**WHAT THE TASK ASKS**
For the data that follows, state how many lines hold the string "Schule", giving the number by itself.
"""
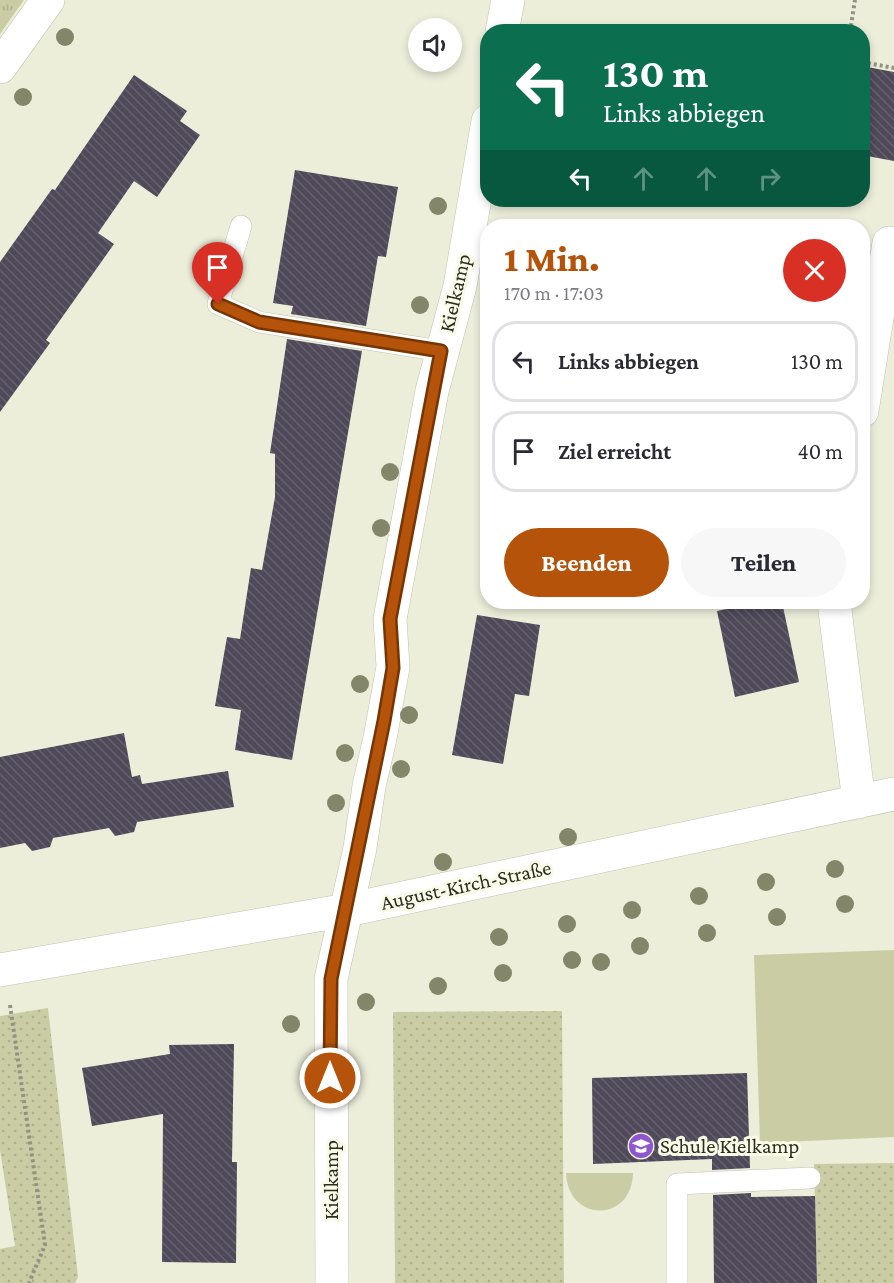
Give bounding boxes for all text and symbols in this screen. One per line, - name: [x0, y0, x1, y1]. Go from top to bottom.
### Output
- map controls: [408, 18, 462, 72]
- button: sound: [408, 18, 462, 72]
- icon: left: [504, 48, 582, 126]
- text: 130 m: [603, 49, 708, 96]
- text: Links abbiegen: [603, 98, 765, 128]
- icon: left: [564, 162, 597, 195]
- icon: ahead: [627, 162, 660, 195]
- icon: ahead: [690, 162, 723, 195]
- icon: right: [753, 162, 786, 195]
- text: 1 Min.: [504, 239, 600, 279]
- button: close: [783, 239, 846, 302]
- pin: [192, 242, 243, 304]
- icon: arrive: [201, 251, 234, 284]
- street label: Kielkamp: [434, 251, 476, 335]
- text: 170 m · 17:03: [504, 282, 604, 304]
- icon: left: [507, 345, 540, 378]
- text: Links abbiegen: [558, 349, 699, 374]
- text: 130 m: [791, 349, 843, 374]
- icon: arrive: [507, 435, 540, 468]
- text: Ziel erreicht: [558, 439, 671, 464]
- text: 40 m: [798, 439, 843, 464]
- button: Beenden: [504, 528, 669, 597]
- button: Teilen: [681, 528, 846, 597]
- street label: August-Kirch-Straße: [379, 855, 553, 915]
- position arrow: [298, 1046, 362, 1110]
- school or university icon: Schule Kielkamp: [626, 1131, 656, 1161]
- place label: Schule Kielkamp: [660, 1134, 799, 1158]
- street label: Kielkamp: [319, 1140, 343, 1220]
"""
**ANSWER BOX**
2